PROBLEM
In your copy, leave out the pictures and repeat every record exactly.

[Extracted data entries]
——

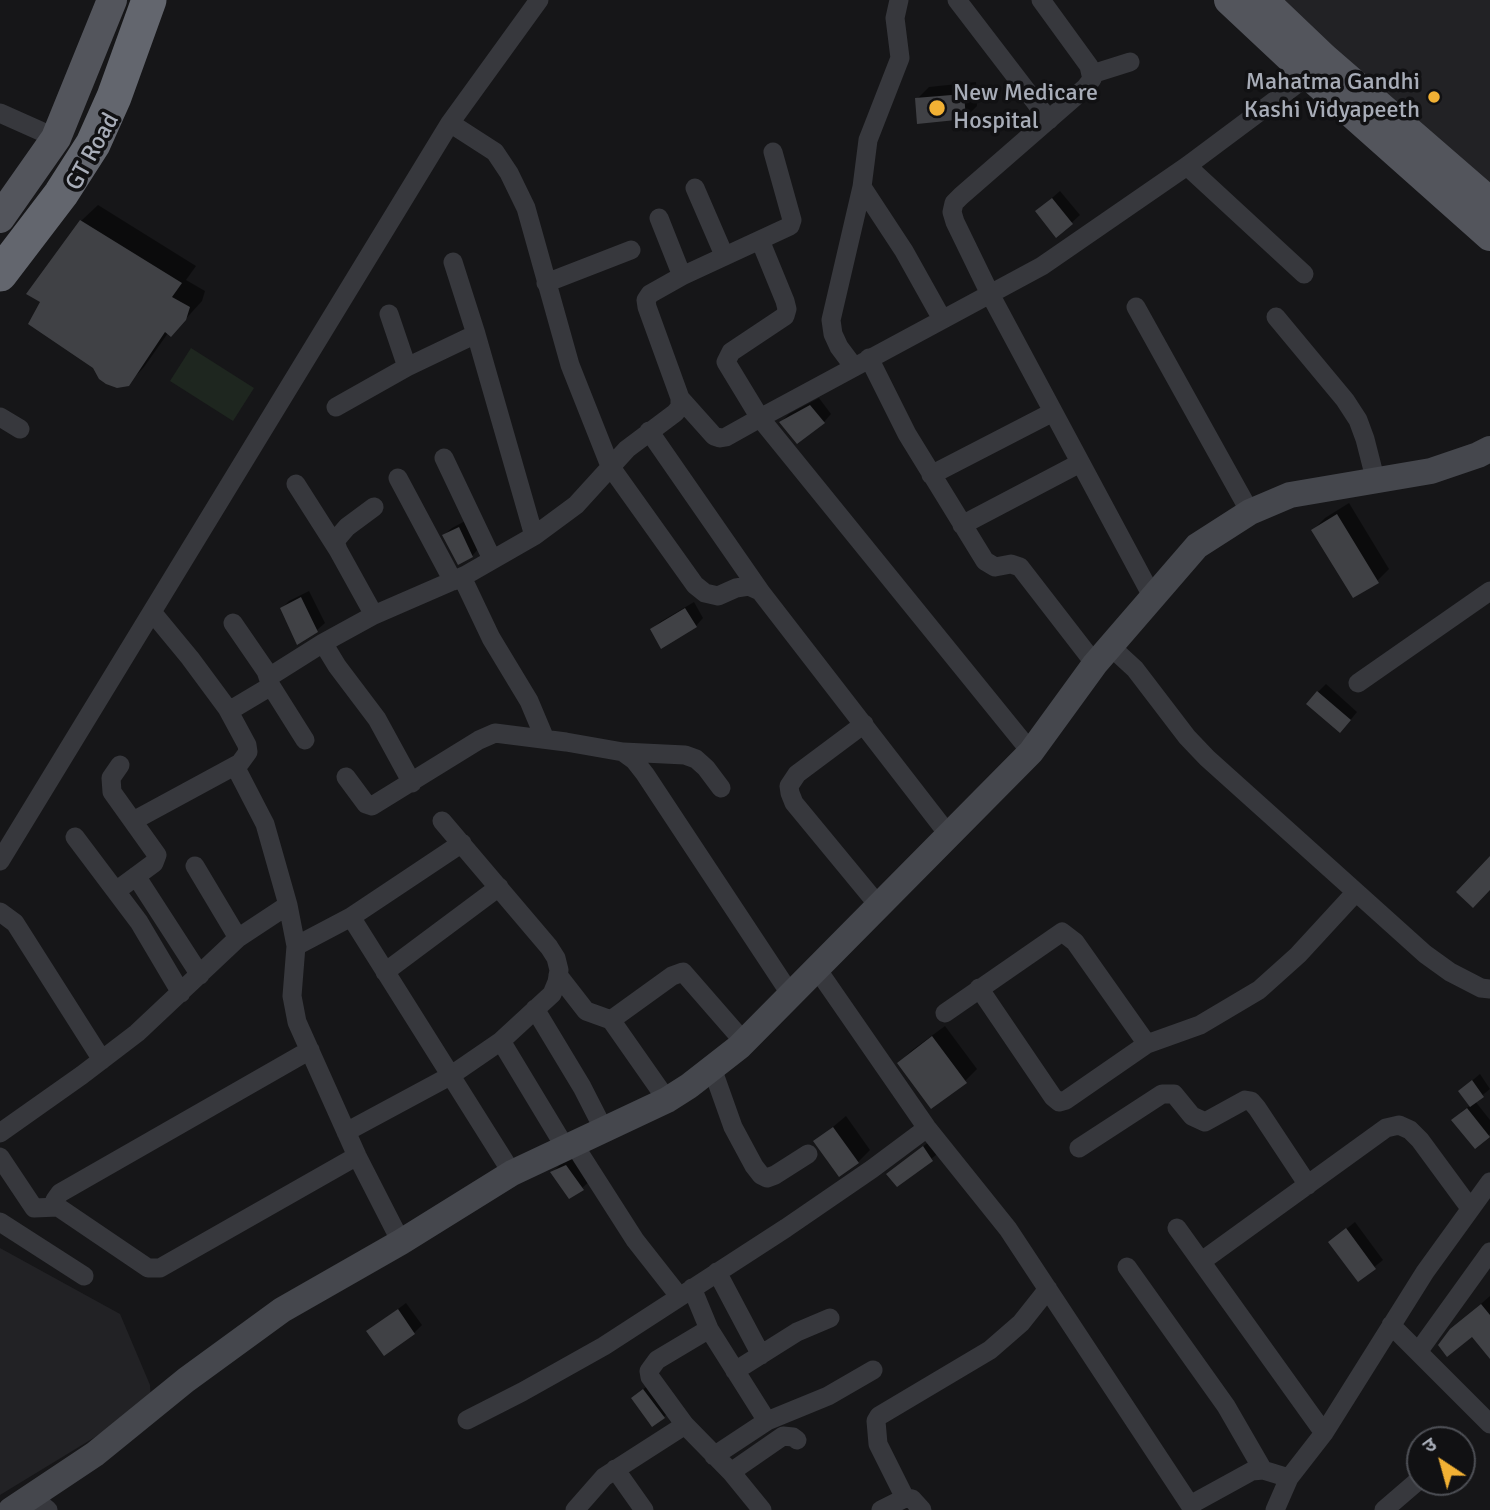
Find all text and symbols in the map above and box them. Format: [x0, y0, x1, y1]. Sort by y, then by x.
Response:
place label: Mahatma Gandhi Kashi Vidyapeeth [1244, 69, 1420, 125]
place label: New Medicare Hospital [953, 80, 1098, 136]
marker: Mahatma Gandhi Kashi Vidyapeeth [1426, 89, 1442, 105]
marker: New Medicare Hospital [927, 98, 947, 118]
street label: GT Road [60, 108, 126, 196]
north arrow [1406, 1426, 1476, 1496]
text: उ [1418, 1433, 1441, 1459]

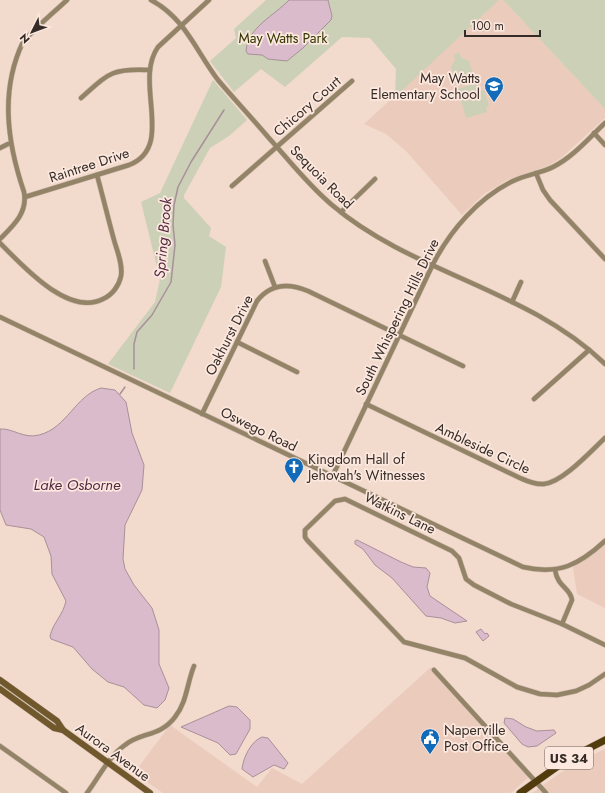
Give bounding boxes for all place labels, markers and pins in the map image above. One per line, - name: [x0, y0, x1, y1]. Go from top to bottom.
- place label: May Watts Elementary School: [370, 68, 480, 104]
- school or university icon: May Watts Elementary School: [483, 75, 505, 103]
- place label: Kingdom Hall of Jehovah's Witnesses: [306, 449, 426, 485]
- church icon: Kingdom Hall of Jehovah's Witnesses: [283, 456, 305, 484]
- place label: Naperville Post Office: [444, 720, 509, 756]
- public building icon: Naperville Post Office: [419, 727, 441, 755]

——

TASK SOLUTION
Find all text and symbols in the map above and box them. Format: [x0, y0, x1, y1]. Sort by y, then by x.
Response:
place label: Mahatma Gandhi Kashi Vidyapeeth [1244, 69, 1420, 125]
place label: New Medicare Hospital [953, 80, 1098, 136]
marker: Mahatma Gandhi Kashi Vidyapeeth [1426, 89, 1442, 105]
marker: New Medicare Hospital [927, 98, 947, 118]
street label: GT Road [60, 108, 126, 196]
north arrow [1406, 1426, 1476, 1496]
text: उ [1418, 1433, 1441, 1459]

Give bounding boxes for all place labels, markers and pins in the map image above. One per line, - name: [x0, y0, x1, y1]. Go from top to bottom.
- place label: May Watts Elementary School: [370, 68, 480, 104]
- school or university icon: May Watts Elementary School: [483, 75, 505, 103]
- place label: Kingdom Hall of Jehovah's Witnesses: [306, 449, 426, 485]
- church icon: Kingdom Hall of Jehovah's Witnesses: [283, 456, 305, 484]
- place label: Naperville Post Office: [444, 720, 509, 756]
- public building icon: Naperville Post Office: [419, 727, 441, 755]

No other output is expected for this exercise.